- [Exercise instructions] The full listing below is to be written out exactly.
<<<<
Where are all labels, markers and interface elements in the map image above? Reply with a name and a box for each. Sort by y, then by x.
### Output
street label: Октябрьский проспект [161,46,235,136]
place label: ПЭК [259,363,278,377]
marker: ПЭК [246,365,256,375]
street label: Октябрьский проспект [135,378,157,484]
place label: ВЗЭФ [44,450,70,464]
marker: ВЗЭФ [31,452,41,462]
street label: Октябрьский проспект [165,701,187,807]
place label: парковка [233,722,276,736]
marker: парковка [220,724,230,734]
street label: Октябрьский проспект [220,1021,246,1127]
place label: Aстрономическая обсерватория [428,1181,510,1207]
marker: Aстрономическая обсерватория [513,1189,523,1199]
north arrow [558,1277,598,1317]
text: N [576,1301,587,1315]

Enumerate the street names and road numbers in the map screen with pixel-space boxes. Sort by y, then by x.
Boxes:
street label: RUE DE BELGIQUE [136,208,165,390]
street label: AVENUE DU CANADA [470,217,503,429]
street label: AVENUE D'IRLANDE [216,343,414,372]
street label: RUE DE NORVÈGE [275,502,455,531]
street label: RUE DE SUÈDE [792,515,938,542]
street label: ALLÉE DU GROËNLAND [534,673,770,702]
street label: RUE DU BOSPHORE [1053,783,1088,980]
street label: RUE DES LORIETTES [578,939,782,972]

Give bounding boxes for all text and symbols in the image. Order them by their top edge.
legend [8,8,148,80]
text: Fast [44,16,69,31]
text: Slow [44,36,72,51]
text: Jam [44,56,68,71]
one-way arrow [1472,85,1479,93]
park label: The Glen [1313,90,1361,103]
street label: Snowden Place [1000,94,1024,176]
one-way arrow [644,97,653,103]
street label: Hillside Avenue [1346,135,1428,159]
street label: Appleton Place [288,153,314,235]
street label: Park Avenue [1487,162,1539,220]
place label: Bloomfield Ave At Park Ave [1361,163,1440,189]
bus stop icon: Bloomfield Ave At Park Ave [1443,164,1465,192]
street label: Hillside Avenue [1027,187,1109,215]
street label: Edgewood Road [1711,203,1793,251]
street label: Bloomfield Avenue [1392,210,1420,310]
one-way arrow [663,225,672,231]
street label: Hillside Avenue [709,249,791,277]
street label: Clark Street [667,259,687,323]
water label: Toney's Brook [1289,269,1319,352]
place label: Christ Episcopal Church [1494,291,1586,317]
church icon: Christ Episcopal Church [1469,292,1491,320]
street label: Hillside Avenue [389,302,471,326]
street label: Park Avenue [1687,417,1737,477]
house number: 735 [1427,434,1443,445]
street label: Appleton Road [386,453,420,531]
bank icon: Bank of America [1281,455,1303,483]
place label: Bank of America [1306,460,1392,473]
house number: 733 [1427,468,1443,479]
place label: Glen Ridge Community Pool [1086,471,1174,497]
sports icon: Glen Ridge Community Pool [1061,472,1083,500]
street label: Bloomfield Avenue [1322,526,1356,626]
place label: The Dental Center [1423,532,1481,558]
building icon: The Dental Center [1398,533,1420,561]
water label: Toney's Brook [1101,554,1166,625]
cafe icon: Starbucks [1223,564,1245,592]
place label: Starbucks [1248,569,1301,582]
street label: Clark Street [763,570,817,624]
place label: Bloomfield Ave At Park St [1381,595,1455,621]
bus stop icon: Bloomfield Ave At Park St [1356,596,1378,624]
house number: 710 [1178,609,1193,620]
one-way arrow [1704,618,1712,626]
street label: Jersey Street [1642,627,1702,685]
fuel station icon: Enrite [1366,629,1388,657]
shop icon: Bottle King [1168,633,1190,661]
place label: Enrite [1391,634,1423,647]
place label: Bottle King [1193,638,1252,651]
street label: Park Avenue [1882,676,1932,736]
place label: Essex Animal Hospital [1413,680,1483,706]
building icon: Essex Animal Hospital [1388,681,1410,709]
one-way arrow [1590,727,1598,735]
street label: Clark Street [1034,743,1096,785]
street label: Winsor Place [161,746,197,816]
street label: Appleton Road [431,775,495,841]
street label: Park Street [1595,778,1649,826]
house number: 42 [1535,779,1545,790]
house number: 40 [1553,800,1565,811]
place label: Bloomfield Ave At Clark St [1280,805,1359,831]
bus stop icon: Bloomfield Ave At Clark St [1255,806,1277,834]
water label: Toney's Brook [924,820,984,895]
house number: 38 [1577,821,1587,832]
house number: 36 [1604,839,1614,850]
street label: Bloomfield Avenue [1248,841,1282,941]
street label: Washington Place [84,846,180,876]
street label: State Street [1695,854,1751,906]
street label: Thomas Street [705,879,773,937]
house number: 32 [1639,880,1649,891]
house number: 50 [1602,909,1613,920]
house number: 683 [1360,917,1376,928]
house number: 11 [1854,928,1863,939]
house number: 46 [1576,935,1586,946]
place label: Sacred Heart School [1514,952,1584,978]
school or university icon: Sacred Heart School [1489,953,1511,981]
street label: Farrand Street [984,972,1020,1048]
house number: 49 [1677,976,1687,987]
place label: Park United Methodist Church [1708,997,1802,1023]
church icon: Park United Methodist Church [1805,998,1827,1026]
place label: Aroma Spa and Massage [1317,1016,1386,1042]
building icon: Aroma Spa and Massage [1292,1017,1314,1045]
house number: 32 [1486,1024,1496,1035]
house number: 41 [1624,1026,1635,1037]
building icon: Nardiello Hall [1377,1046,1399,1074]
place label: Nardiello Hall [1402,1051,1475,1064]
>>>>
- [Finished task]
Where are all labels, markers and interface elements in the map image above? Reply with a name and a box for each. Sort by y, then by x.
### Output
street label: Октябрьский проспект [161,46,235,136]
place label: ПЭК [259,363,278,377]
marker: ПЭК [246,365,256,375]
street label: Октябрьский проспект [135,378,157,484]
place label: ВЗЭФ [44,450,70,464]
marker: ВЗЭФ [31,452,41,462]
street label: Октябрьский проспект [165,701,187,807]
place label: парковка [233,722,276,736]
marker: парковка [220,724,230,734]
street label: Октябрьский проспект [220,1021,246,1127]
place label: Aстрономическая обсерватория [428,1181,510,1207]
marker: Aстрономическая обсерватория [513,1189,523,1199]
north arrow [558,1277,598,1317]
text: N [576,1301,587,1315]

Enumerate the street names and road numbers in the map screen with pixel-space boxes. Sort by y, then by x.
Boxes:
street label: RUE DE BELGIQUE [136,208,165,390]
street label: AVENUE DU CANADA [470,217,503,429]
street label: AVENUE D'IRLANDE [216,343,414,372]
street label: RUE DE NORVÈGE [275,502,455,531]
street label: RUE DE SUÈDE [792,515,938,542]
street label: ALLÉE DU GROËNLAND [534,673,770,702]
street label: RUE DU BOSPHORE [1053,783,1088,980]
street label: RUE DES LORIETTES [578,939,782,972]

Give bounding boxes for all text and symbols in the image. Order them by their top edge.
legend [8,8,148,80]
text: Fast [44,16,69,31]
text: Slow [44,36,72,51]
text: Jam [44,56,68,71]
one-way arrow [1472,85,1479,93]
park label: The Glen [1313,90,1361,103]
street label: Snowden Place [1000,94,1024,176]
one-way arrow [644,97,653,103]
street label: Hillside Avenue [1346,135,1428,159]
street label: Appleton Place [288,153,314,235]
street label: Park Avenue [1487,162,1539,220]
place label: Bloomfield Ave At Park Ave [1361,163,1440,189]
bus stop icon: Bloomfield Ave At Park Ave [1443,164,1465,192]
street label: Hillside Avenue [1027,187,1109,215]
street label: Edgewood Road [1711,203,1793,251]
street label: Bloomfield Avenue [1392,210,1420,310]
one-way arrow [663,225,672,231]
street label: Hillside Avenue [709,249,791,277]
street label: Clark Street [667,259,687,323]
water label: Toney's Brook [1289,269,1319,352]
place label: Christ Episcopal Church [1494,291,1586,317]
church icon: Christ Episcopal Church [1469,292,1491,320]
street label: Hillside Avenue [389,302,471,326]
street label: Park Avenue [1687,417,1737,477]
house number: 735 [1427,434,1443,445]
street label: Appleton Road [386,453,420,531]
bank icon: Bank of America [1281,455,1303,483]
place label: Bank of America [1306,460,1392,473]
house number: 733 [1427,468,1443,479]
place label: Glen Ridge Community Pool [1086,471,1174,497]
sports icon: Glen Ridge Community Pool [1061,472,1083,500]
street label: Bloomfield Avenue [1322,526,1356,626]
place label: The Dental Center [1423,532,1481,558]
building icon: The Dental Center [1398,533,1420,561]
water label: Toney's Brook [1101,554,1166,625]
cafe icon: Starbucks [1223,564,1245,592]
place label: Starbucks [1248,569,1301,582]
street label: Clark Street [763,570,817,624]
place label: Bloomfield Ave At Park St [1381,595,1455,621]
bus stop icon: Bloomfield Ave At Park St [1356,596,1378,624]
house number: 710 [1178,609,1193,620]
one-way arrow [1704,618,1712,626]
street label: Jersey Street [1642,627,1702,685]
fuel station icon: Enrite [1366,629,1388,657]
shop icon: Bottle King [1168,633,1190,661]
place label: Enrite [1391,634,1423,647]
place label: Bottle King [1193,638,1252,651]
street label: Park Avenue [1882,676,1932,736]
place label: Essex Animal Hospital [1413,680,1483,706]
building icon: Essex Animal Hospital [1388,681,1410,709]
one-way arrow [1590,727,1598,735]
street label: Clark Street [1034,743,1096,785]
street label: Winsor Place [161,746,197,816]
street label: Appleton Road [431,775,495,841]
street label: Park Street [1595,778,1649,826]
house number: 42 [1535,779,1545,790]
house number: 40 [1553,800,1565,811]
place label: Bloomfield Ave At Clark St [1280,805,1359,831]
bus stop icon: Bloomfield Ave At Clark St [1255,806,1277,834]
water label: Toney's Brook [924,820,984,895]
house number: 38 [1577,821,1587,832]
house number: 36 [1604,839,1614,850]
street label: Bloomfield Avenue [1248,841,1282,941]
street label: Washington Place [84,846,180,876]
street label: State Street [1695,854,1751,906]
street label: Thomas Street [705,879,773,937]
house number: 32 [1639,880,1649,891]
house number: 50 [1602,909,1613,920]
house number: 683 [1360,917,1376,928]
house number: 11 [1854,928,1863,939]
house number: 46 [1576,935,1586,946]
place label: Sacred Heart School [1514,952,1584,978]
school or university icon: Sacred Heart School [1489,953,1511,981]
street label: Farrand Street [984,972,1020,1048]
house number: 49 [1677,976,1687,987]
place label: Park United Methodist Church [1708,997,1802,1023]
church icon: Park United Methodist Church [1805,998,1827,1026]
place label: Aroma Spa and Massage [1317,1016,1386,1042]
building icon: Aroma Spa and Massage [1292,1017,1314,1045]
house number: 32 [1486,1024,1496,1035]
house number: 41 [1624,1026,1635,1037]
building icon: Nardiello Hall [1377,1046,1399,1074]
place label: Nardiello Hall [1402,1051,1475,1064]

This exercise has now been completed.